[Opening Exercise materials section]

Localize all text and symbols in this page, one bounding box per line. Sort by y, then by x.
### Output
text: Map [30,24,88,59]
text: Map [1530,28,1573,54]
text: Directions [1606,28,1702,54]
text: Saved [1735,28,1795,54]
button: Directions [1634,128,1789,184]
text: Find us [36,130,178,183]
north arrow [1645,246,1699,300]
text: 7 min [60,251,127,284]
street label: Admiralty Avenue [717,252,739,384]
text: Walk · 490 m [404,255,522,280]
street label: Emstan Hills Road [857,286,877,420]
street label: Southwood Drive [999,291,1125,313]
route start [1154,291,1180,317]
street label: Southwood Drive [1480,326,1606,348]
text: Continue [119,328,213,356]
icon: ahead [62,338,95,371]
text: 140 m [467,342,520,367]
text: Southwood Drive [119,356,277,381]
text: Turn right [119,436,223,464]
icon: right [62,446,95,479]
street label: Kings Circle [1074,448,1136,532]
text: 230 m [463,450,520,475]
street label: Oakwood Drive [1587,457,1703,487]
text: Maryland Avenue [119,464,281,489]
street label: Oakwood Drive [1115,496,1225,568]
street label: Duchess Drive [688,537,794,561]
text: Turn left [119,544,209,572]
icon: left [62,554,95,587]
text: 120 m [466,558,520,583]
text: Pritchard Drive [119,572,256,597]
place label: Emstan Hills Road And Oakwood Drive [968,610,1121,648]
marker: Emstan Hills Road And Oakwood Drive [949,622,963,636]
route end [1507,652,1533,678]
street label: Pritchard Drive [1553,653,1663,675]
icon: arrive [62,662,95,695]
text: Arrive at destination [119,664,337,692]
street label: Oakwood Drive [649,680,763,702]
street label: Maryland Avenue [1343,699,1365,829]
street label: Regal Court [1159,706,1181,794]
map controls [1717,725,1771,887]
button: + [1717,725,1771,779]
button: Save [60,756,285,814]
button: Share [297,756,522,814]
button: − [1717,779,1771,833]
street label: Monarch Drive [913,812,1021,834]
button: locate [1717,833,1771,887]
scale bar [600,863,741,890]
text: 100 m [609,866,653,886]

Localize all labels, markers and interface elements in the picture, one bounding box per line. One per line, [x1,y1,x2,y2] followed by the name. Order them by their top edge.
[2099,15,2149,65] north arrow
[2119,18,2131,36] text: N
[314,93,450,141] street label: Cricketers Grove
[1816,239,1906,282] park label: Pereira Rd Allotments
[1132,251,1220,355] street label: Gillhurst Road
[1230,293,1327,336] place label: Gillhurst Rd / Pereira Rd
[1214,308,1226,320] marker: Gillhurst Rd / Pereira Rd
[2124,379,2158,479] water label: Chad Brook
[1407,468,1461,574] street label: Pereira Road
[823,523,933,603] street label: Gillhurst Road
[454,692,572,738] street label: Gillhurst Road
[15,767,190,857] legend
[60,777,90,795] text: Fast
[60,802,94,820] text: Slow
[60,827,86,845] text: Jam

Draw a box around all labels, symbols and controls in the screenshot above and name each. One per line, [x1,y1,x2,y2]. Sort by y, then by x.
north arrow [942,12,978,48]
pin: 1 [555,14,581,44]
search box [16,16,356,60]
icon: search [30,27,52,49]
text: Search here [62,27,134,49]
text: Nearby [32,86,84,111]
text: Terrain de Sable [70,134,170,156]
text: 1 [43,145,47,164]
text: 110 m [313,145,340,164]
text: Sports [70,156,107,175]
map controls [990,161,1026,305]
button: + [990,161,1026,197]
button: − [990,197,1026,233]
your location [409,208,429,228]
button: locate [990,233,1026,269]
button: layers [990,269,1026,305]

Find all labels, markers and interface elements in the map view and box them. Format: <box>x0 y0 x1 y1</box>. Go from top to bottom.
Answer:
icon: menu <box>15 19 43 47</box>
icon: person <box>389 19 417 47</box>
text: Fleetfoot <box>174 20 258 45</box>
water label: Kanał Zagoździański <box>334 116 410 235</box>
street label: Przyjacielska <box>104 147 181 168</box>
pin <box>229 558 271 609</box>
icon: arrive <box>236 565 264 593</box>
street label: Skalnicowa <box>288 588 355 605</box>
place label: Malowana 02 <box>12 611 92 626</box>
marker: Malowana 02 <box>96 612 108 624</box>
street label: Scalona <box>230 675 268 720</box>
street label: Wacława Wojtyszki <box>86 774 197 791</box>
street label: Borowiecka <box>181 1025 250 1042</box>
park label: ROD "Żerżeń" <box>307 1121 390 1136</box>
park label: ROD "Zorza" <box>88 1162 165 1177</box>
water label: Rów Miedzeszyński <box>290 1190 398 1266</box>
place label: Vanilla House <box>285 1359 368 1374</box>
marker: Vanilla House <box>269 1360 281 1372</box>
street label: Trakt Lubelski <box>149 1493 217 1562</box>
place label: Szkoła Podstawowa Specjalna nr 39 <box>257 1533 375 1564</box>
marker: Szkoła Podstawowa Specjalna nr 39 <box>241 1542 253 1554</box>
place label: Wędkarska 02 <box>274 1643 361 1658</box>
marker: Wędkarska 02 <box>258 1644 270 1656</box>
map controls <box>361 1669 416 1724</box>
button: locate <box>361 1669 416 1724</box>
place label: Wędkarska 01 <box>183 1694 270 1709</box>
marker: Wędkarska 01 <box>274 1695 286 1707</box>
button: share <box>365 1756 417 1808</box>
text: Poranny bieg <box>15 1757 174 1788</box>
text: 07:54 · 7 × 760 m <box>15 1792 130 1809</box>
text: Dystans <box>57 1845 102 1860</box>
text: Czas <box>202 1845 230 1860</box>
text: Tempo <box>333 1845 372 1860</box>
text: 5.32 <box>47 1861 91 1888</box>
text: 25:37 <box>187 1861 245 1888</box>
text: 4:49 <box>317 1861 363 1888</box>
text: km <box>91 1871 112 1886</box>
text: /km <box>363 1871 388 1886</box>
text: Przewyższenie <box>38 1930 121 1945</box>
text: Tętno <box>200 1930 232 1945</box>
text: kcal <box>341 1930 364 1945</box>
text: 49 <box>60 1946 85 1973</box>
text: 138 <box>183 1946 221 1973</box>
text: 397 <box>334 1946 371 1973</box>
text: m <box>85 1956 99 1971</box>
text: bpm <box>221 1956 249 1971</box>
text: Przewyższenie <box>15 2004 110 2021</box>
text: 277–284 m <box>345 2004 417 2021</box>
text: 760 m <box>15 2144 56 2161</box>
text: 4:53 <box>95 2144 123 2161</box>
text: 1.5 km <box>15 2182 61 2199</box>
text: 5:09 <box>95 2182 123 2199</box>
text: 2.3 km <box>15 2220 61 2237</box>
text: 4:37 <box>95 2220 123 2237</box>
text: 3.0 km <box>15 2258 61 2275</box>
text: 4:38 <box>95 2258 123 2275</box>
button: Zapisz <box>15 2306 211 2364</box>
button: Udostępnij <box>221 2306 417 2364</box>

[Closing Exercise materials section]

Once you have read the data, reproduce all of it exactly.

Localize all text and symbols in this page, one bounding box per line. Sort by y, then by x.
### Output
text: Map [30,24,88,59]
text: Map [1530,28,1573,54]
text: Directions [1606,28,1702,54]
text: Saved [1735,28,1795,54]
button: Directions [1634,128,1789,184]
text: Find us [36,130,178,183]
north arrow [1645,246,1699,300]
text: 7 min [60,251,127,284]
street label: Admiralty Avenue [717,252,739,384]
text: Walk · 490 m [404,255,522,280]
street label: Emstan Hills Road [857,286,877,420]
street label: Southwood Drive [999,291,1125,313]
route start [1154,291,1180,317]
street label: Southwood Drive [1480,326,1606,348]
text: Continue [119,328,213,356]
icon: ahead [62,338,95,371]
text: 140 m [467,342,520,367]
text: Southwood Drive [119,356,277,381]
text: Turn right [119,436,223,464]
icon: right [62,446,95,479]
street label: Kings Circle [1074,448,1136,532]
text: 230 m [463,450,520,475]
street label: Oakwood Drive [1587,457,1703,487]
text: Maryland Avenue [119,464,281,489]
street label: Oakwood Drive [1115,496,1225,568]
street label: Duchess Drive [688,537,794,561]
text: Turn left [119,544,209,572]
icon: left [62,554,95,587]
text: 120 m [466,558,520,583]
text: Pritchard Drive [119,572,256,597]
place label: Emstan Hills Road And Oakwood Drive [968,610,1121,648]
marker: Emstan Hills Road And Oakwood Drive [949,622,963,636]
route end [1507,652,1533,678]
street label: Pritchard Drive [1553,653,1663,675]
icon: arrive [62,662,95,695]
text: Arrive at destination [119,664,337,692]
street label: Oakwood Drive [649,680,763,702]
street label: Maryland Avenue [1343,699,1365,829]
street label: Regal Court [1159,706,1181,794]
map controls [1717,725,1771,887]
button: + [1717,725,1771,779]
button: Save [60,756,285,814]
button: Share [297,756,522,814]
button: − [1717,779,1771,833]
street label: Monarch Drive [913,812,1021,834]
button: locate [1717,833,1771,887]
scale bar [600,863,741,890]
text: 100 m [609,866,653,886]

Localize all labels, markers and interface elements in the picture, one bounding box per line. One per line, [x1,y1,x2,y2] followed by the name. Order them by their top edge.
[2099,15,2149,65] north arrow
[2119,18,2131,36] text: N
[314,93,450,141] street label: Cricketers Grove
[1816,239,1906,282] park label: Pereira Rd Allotments
[1132,251,1220,355] street label: Gillhurst Road
[1230,293,1327,336] place label: Gillhurst Rd / Pereira Rd
[1214,308,1226,320] marker: Gillhurst Rd / Pereira Rd
[2124,379,2158,479] water label: Chad Brook
[1407,468,1461,574] street label: Pereira Road
[823,523,933,603] street label: Gillhurst Road
[454,692,572,738] street label: Gillhurst Road
[15,767,190,857] legend
[60,777,90,795] text: Fast
[60,802,94,820] text: Slow
[60,827,86,845] text: Jam

Draw a box around all labels, symbols and controls in the screenshot above and name each. One per line, [x1,y1,x2,y2]. Sort by y, then by x.
north arrow [942,12,978,48]
pin: 1 [555,14,581,44]
search box [16,16,356,60]
icon: search [30,27,52,49]
text: Search here [62,27,134,49]
text: Nearby [32,86,84,111]
text: Terrain de Sable [70,134,170,156]
text: 1 [43,145,47,164]
text: 110 m [313,145,340,164]
text: Sports [70,156,107,175]
map controls [990,161,1026,305]
button: + [990,161,1026,197]
button: − [990,197,1026,233]
your location [409,208,429,228]
button: locate [990,233,1026,269]
button: layers [990,269,1026,305]

Find all labels, markers and interface elements in the map view and box them. Format: <box>x0 y0 x1 y1</box>. Go from top to bottom.
Answer:
icon: menu <box>15 19 43 47</box>
icon: person <box>389 19 417 47</box>
text: Fleetfoot <box>174 20 258 45</box>
water label: Kanał Zagoździański <box>334 116 410 235</box>
street label: Przyjacielska <box>104 147 181 168</box>
pin <box>229 558 271 609</box>
icon: arrive <box>236 565 264 593</box>
street label: Skalnicowa <box>288 588 355 605</box>
place label: Malowana 02 <box>12 611 92 626</box>
marker: Malowana 02 <box>96 612 108 624</box>
street label: Scalona <box>230 675 268 720</box>
street label: Wacława Wojtyszki <box>86 774 197 791</box>
street label: Borowiecka <box>181 1025 250 1042</box>
park label: ROD "Żerżeń" <box>307 1121 390 1136</box>
park label: ROD "Zorza" <box>88 1162 165 1177</box>
water label: Rów Miedzeszyński <box>290 1190 398 1266</box>
place label: Vanilla House <box>285 1359 368 1374</box>
marker: Vanilla House <box>269 1360 281 1372</box>
street label: Trakt Lubelski <box>149 1493 217 1562</box>
place label: Szkoła Podstawowa Specjalna nr 39 <box>257 1533 375 1564</box>
marker: Szkoła Podstawowa Specjalna nr 39 <box>241 1542 253 1554</box>
place label: Wędkarska 02 <box>274 1643 361 1658</box>
marker: Wędkarska 02 <box>258 1644 270 1656</box>
map controls <box>361 1669 416 1724</box>
button: locate <box>361 1669 416 1724</box>
place label: Wędkarska 01 <box>183 1694 270 1709</box>
marker: Wędkarska 01 <box>274 1695 286 1707</box>
button: share <box>365 1756 417 1808</box>
text: Poranny bieg <box>15 1757 174 1788</box>
text: 07:54 · 7 × 760 m <box>15 1792 130 1809</box>
text: Dystans <box>57 1845 102 1860</box>
text: Czas <box>202 1845 230 1860</box>
text: Tempo <box>333 1845 372 1860</box>
text: 5.32 <box>47 1861 91 1888</box>
text: 25:37 <box>187 1861 245 1888</box>
text: 4:49 <box>317 1861 363 1888</box>
text: km <box>91 1871 112 1886</box>
text: /km <box>363 1871 388 1886</box>
text: Przewyższenie <box>38 1930 121 1945</box>
text: Tętno <box>200 1930 232 1945</box>
text: kcal <box>341 1930 364 1945</box>
text: 49 <box>60 1946 85 1973</box>
text: 138 <box>183 1946 221 1973</box>
text: 397 <box>334 1946 371 1973</box>
text: m <box>85 1956 99 1971</box>
text: bpm <box>221 1956 249 1971</box>
text: Przewyższenie <box>15 2004 110 2021</box>
text: 277–284 m <box>345 2004 417 2021</box>
text: 760 m <box>15 2144 56 2161</box>
text: 4:53 <box>95 2144 123 2161</box>
text: 1.5 km <box>15 2182 61 2199</box>
text: 5:09 <box>95 2182 123 2199</box>
text: 2.3 km <box>15 2220 61 2237</box>
text: 4:37 <box>95 2220 123 2237</box>
text: 3.0 km <box>15 2258 61 2275</box>
text: 4:38 <box>95 2258 123 2275</box>
button: Zapisz <box>15 2306 211 2364</box>
button: Udostępnij <box>221 2306 417 2364</box>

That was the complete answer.